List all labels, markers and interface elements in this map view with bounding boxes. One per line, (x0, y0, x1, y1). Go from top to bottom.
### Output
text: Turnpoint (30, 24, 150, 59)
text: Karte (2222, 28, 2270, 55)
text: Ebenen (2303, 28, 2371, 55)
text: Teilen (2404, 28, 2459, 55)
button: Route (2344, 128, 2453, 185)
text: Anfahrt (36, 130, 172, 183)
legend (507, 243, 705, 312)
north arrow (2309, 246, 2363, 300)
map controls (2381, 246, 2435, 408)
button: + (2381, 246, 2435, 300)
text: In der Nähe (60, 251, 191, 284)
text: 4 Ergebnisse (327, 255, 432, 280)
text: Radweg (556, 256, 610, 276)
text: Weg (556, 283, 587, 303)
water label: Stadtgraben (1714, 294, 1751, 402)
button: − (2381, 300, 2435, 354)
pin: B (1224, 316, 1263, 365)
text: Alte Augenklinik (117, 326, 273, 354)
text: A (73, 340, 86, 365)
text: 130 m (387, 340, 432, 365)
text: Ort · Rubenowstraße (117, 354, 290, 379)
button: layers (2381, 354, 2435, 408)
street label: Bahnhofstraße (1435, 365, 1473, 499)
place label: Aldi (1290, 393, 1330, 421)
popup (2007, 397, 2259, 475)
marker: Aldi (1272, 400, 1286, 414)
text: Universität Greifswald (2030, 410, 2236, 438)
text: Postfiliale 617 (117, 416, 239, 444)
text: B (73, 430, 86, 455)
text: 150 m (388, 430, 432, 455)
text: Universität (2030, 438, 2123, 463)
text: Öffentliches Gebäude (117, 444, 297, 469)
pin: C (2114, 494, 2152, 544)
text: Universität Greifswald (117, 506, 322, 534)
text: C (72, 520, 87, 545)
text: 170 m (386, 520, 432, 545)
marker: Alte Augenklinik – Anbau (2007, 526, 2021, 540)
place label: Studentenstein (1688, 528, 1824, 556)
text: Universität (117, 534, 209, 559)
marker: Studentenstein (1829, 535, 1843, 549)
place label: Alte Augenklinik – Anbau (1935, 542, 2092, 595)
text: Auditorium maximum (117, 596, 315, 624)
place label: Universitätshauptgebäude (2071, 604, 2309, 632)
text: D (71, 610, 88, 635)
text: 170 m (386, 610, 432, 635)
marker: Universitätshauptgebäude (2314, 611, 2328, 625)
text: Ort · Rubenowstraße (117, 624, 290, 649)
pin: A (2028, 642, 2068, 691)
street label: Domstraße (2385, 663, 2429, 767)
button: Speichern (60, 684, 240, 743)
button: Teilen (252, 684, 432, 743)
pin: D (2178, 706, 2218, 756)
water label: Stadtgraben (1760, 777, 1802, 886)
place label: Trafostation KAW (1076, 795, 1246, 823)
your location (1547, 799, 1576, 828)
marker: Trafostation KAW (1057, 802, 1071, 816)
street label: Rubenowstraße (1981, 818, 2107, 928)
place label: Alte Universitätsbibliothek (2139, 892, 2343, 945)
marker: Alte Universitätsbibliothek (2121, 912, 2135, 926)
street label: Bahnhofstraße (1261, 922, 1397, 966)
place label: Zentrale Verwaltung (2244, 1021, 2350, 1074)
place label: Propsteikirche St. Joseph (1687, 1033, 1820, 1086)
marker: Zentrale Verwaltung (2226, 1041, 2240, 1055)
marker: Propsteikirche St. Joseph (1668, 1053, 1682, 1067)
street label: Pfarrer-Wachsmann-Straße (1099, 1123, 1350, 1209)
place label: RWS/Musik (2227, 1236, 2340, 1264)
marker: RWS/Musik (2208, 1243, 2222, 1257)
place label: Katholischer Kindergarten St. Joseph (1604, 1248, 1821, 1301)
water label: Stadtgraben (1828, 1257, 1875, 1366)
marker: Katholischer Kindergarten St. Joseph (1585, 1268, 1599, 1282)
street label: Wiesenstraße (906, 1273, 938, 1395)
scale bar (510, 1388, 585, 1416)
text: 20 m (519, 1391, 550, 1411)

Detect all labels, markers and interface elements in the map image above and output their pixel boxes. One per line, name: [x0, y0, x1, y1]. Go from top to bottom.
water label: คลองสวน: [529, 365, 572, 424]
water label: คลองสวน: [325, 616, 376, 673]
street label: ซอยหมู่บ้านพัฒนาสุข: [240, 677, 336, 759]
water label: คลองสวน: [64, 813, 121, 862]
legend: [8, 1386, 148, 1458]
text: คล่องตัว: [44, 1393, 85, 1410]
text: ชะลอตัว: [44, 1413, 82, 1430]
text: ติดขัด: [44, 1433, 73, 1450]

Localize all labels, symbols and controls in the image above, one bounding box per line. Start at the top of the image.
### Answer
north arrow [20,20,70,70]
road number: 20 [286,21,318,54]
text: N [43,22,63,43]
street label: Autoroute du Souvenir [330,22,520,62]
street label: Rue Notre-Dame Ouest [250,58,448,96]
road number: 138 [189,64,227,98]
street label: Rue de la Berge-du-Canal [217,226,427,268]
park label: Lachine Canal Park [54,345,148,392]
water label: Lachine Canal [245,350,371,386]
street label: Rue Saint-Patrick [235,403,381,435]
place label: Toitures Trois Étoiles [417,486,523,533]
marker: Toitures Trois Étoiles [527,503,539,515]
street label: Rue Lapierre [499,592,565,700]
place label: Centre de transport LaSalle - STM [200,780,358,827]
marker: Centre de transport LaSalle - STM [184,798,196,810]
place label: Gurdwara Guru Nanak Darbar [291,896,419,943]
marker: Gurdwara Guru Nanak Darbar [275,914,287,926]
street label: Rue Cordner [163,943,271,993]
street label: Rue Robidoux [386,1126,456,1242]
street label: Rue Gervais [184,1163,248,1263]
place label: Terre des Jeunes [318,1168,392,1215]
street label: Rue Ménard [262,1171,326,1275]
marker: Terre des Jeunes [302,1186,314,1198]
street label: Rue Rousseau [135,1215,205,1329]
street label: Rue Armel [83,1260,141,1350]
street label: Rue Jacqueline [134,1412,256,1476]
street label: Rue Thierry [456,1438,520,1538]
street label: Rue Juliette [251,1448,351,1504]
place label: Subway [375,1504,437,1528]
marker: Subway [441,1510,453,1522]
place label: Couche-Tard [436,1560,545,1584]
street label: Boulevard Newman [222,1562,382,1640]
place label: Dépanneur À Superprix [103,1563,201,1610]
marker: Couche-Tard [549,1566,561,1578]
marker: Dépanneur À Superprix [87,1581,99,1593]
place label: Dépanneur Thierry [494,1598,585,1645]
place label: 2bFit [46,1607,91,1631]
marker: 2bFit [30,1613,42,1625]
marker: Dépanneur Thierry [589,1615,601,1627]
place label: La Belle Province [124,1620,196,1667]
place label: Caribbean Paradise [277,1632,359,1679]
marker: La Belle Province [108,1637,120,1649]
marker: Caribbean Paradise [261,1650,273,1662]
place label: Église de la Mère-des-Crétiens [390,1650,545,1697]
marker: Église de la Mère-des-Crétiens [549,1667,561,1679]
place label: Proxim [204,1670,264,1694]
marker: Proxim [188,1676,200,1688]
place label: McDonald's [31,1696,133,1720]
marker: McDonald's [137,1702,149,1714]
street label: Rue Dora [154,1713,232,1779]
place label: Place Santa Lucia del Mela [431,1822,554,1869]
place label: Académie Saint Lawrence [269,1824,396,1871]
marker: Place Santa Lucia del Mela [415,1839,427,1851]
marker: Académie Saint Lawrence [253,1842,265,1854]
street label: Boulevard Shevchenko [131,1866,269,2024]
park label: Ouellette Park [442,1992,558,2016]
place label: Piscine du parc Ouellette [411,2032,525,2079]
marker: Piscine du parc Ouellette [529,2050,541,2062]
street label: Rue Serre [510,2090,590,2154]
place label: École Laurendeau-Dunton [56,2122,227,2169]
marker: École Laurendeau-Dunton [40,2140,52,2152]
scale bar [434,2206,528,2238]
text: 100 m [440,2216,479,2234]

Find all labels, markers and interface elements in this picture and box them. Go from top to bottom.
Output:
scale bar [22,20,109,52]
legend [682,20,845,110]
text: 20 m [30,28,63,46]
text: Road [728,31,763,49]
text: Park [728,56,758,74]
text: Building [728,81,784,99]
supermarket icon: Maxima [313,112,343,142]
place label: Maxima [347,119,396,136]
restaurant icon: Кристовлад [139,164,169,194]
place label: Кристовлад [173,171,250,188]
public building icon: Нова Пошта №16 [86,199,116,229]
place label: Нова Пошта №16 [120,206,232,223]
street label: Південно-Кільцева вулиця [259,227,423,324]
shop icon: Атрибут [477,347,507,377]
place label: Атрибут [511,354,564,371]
★ ★ ★ ★
* _TASK GOAL_: From the data above, work out how many lines contain the string "icon" and reply with only the number.

* _EXPECTED ANSWER_: 4